The Petitioners suggest the current summer flounder allocation fails to provide
the greatest benefit to the Nation based solely on the number of existing
commercial fishing permits. This argument is completely invalid for several
reasons including: (A) 1400 commercial permit holders provide access to
the resource for millions of consumers across the country, including recreational
fishermen; (B) the number of commercial vessels was capped during 1992-1997
(Amendment 2), again in 1997(Amendment 10), the permit moratorium remains
in effect today; and (C) Amendment 12 (1999) brought the FMP into compliance
with the requirements of the Sustainable Fisheries Act and all National
Standards.
(3) The Petition Fails Test of National Standard 4: “Conservation and
management measures shall not discriminate between residents of different
States. If it becomes necessary to allocate or assign fishing privileges
among various United States fishermen, such allocation shall be (A)
fair and equitable to all such fishermen; (B) reasonably calculated to promote
conservation; and (C) carried out in such manner that no particular individual,
corporation, or other entity acquires an excessive share of such privileges.”
The Petitioners’ claim that the current allocation violates NS 4 is unfounded.

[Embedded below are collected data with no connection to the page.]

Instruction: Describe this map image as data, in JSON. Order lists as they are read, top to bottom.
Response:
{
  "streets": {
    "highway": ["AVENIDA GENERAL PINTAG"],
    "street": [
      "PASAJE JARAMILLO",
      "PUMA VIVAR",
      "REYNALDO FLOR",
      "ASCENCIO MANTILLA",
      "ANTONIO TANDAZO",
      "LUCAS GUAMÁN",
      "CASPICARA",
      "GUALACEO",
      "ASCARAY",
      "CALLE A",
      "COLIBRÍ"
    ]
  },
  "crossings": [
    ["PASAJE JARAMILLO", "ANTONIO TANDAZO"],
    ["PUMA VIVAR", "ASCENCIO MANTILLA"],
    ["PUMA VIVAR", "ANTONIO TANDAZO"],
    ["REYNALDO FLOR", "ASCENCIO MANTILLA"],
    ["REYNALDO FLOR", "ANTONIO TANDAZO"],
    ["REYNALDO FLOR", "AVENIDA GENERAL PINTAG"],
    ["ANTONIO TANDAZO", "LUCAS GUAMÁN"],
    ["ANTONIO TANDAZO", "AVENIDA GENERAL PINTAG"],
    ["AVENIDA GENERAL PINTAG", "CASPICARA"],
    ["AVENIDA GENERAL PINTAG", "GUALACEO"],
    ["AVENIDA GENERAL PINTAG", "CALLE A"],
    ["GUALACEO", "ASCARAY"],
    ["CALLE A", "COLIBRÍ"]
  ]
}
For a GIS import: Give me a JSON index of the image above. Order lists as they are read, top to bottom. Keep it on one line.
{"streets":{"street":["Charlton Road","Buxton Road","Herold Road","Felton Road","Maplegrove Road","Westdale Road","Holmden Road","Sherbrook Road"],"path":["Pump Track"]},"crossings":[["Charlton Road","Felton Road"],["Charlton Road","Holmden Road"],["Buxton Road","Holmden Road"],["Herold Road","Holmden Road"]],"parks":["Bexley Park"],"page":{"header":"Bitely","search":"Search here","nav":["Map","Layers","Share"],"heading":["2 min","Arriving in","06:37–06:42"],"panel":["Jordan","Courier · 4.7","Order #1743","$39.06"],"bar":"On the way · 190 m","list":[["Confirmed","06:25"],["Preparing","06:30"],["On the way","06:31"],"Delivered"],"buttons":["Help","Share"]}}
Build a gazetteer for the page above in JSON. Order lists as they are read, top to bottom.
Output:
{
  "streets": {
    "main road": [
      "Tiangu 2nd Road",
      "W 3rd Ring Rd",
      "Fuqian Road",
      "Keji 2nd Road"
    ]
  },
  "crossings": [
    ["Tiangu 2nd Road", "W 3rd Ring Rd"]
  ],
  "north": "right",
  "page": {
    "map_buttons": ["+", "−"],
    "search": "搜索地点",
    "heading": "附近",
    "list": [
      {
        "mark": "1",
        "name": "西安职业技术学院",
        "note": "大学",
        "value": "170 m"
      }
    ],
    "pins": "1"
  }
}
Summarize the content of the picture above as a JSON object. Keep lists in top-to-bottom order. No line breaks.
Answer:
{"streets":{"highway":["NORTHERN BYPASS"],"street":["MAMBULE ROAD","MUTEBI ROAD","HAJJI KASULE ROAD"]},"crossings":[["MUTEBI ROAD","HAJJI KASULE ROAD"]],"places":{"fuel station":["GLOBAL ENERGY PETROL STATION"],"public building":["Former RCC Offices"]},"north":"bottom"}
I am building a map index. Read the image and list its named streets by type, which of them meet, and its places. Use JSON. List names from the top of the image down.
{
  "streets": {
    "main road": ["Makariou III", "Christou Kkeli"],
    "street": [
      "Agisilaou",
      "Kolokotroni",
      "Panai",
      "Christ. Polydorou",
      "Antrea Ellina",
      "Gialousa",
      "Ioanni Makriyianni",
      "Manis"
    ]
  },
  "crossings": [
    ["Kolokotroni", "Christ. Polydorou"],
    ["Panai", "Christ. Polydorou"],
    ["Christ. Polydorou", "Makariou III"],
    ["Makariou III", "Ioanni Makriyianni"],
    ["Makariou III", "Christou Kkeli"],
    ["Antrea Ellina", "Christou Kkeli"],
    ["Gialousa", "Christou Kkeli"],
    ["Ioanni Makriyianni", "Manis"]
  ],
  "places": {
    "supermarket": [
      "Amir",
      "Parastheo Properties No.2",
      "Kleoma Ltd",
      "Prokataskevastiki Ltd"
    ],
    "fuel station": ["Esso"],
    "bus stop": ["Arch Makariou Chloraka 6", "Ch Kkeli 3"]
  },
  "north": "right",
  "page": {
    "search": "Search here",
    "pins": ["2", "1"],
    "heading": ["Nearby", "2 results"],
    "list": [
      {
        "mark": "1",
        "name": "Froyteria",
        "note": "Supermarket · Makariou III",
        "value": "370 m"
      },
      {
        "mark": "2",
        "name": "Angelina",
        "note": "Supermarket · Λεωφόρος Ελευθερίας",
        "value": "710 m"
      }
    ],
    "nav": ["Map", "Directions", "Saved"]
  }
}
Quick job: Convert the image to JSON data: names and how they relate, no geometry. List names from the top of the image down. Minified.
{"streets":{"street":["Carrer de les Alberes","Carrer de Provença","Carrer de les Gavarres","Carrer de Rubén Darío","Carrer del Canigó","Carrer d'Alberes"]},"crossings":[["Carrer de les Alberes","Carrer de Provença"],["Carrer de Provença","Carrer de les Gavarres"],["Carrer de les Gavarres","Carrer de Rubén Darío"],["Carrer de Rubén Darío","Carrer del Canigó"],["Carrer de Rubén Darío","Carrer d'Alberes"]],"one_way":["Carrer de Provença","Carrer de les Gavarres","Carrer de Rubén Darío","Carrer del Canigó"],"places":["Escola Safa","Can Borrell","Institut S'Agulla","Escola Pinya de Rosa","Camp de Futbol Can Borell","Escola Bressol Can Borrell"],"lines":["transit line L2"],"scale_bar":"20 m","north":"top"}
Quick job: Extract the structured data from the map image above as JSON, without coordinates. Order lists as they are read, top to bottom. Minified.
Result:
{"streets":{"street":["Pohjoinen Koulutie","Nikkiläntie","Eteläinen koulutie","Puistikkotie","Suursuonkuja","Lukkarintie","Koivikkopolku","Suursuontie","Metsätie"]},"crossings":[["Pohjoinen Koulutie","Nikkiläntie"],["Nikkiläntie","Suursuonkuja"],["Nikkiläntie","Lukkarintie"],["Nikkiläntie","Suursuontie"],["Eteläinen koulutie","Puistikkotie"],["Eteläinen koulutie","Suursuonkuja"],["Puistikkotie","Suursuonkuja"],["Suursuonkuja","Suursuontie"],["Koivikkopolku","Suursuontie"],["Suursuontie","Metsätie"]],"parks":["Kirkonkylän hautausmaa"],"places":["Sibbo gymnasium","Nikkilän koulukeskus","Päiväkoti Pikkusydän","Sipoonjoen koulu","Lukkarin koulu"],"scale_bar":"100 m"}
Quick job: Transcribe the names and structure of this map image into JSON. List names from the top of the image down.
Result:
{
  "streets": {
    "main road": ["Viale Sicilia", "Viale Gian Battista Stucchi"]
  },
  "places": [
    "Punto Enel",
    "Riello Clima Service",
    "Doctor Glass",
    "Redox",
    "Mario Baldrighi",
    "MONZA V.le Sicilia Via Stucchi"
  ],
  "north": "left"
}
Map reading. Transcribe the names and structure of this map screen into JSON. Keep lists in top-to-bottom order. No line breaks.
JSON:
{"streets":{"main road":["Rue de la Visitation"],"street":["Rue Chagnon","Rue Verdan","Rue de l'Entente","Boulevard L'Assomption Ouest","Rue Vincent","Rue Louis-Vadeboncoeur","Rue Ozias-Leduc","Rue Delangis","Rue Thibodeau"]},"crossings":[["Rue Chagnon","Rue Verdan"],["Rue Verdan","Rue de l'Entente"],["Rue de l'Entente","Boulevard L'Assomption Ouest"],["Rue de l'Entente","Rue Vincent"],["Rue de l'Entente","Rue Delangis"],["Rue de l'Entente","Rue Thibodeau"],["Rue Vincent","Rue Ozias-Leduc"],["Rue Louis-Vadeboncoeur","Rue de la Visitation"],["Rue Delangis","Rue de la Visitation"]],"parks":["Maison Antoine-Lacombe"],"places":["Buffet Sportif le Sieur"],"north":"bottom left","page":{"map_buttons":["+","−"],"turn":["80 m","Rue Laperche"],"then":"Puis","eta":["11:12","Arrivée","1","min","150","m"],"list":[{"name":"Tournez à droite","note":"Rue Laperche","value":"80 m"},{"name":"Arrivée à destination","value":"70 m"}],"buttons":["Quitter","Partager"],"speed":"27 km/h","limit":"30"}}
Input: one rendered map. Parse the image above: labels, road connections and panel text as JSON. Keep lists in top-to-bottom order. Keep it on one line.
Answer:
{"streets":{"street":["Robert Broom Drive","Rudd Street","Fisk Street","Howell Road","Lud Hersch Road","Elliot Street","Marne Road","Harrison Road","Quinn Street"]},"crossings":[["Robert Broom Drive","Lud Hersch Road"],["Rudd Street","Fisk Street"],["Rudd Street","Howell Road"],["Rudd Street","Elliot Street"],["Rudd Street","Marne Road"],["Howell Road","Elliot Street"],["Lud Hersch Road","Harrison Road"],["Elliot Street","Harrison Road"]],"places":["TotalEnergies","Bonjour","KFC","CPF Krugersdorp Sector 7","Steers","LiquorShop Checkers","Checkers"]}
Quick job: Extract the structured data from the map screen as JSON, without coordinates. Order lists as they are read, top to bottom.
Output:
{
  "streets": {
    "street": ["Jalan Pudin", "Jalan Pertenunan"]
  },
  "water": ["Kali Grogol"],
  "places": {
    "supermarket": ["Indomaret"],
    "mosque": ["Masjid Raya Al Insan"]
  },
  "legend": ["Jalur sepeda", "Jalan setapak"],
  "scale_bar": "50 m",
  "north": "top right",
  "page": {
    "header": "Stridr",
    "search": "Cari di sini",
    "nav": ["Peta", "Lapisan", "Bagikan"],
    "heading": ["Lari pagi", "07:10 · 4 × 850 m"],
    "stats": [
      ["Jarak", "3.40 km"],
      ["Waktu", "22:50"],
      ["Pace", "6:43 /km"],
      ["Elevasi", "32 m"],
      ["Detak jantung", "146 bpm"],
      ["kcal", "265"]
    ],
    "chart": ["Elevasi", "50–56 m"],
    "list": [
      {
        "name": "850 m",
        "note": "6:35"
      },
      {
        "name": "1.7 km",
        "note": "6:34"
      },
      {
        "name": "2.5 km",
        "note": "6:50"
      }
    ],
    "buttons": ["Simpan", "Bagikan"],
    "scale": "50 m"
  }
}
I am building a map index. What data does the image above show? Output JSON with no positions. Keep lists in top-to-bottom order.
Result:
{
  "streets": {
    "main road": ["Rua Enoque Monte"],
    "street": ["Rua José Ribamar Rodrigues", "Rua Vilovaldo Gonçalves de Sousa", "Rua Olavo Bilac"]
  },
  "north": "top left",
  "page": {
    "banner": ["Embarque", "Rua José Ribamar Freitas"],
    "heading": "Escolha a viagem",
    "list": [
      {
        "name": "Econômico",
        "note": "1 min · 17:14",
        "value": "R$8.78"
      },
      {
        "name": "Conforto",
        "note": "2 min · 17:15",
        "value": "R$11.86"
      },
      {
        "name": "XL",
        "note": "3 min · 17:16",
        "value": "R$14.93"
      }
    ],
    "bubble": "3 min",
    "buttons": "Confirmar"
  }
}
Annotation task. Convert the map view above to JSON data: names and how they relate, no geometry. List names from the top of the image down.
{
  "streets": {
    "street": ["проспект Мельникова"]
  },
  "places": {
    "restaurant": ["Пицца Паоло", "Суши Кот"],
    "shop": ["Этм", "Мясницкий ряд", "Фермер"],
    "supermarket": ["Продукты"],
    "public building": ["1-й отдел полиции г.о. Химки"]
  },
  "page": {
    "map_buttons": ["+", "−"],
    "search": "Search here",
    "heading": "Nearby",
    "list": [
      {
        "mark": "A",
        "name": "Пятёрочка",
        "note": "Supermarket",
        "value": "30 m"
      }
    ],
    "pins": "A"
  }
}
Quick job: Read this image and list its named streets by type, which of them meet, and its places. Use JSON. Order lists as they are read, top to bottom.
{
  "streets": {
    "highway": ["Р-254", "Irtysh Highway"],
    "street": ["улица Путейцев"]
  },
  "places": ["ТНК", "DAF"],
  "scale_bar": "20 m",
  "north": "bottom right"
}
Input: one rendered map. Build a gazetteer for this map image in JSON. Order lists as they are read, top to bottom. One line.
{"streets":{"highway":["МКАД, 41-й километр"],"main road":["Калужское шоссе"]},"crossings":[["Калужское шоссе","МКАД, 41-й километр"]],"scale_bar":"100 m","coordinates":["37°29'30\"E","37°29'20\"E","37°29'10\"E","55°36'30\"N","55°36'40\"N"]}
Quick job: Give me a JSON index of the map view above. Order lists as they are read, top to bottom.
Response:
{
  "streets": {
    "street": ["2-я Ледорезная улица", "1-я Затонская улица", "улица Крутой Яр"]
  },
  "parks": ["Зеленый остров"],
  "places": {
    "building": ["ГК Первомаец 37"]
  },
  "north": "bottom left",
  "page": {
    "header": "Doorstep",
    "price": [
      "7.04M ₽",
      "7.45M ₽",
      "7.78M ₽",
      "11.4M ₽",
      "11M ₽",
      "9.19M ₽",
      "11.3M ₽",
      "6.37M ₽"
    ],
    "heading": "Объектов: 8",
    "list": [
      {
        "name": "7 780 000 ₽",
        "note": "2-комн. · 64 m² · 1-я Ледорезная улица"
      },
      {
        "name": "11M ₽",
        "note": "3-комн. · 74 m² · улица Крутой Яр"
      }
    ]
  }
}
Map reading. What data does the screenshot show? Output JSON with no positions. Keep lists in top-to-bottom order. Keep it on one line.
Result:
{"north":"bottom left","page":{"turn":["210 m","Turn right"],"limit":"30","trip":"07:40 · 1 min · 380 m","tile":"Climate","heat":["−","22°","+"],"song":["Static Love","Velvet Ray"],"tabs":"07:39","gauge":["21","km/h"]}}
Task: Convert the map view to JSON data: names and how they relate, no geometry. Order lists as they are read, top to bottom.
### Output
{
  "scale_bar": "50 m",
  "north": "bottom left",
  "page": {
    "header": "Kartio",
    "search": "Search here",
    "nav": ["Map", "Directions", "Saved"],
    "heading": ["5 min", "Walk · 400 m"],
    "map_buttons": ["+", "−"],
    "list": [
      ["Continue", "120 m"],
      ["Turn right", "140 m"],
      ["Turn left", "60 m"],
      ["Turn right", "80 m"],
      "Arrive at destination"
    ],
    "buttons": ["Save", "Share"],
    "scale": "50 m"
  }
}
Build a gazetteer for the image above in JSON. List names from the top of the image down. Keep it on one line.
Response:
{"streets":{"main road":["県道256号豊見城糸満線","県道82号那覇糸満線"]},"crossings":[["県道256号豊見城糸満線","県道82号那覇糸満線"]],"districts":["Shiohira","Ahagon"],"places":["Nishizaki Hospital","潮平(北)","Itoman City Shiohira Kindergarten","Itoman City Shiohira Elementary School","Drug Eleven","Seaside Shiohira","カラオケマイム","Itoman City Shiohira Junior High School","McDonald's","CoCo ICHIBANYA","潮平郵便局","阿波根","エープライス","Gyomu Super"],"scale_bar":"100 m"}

First, the argument of fairness and equitability actually cuts against the
Petitioner. The Petitioners neglect to provide a detailed accounting of
the recreational sector’s own excessive over harvest since the implementation
of recreational harvest limits in 1993.
The Petitioners’ claim their members have been disadvantaged and harmed in the
form of management measures such as “smaller possession limits, larger minimum
size requirements, shorter seasons, delayed season openings and early season
closures”. They blame this disadvantage on the current allocation of summer
flounder. Not only is this incorrect but those management measures were
adopted in large part due to the inability of the recreational sector to
be constrained to their allocation, not because of the allocation.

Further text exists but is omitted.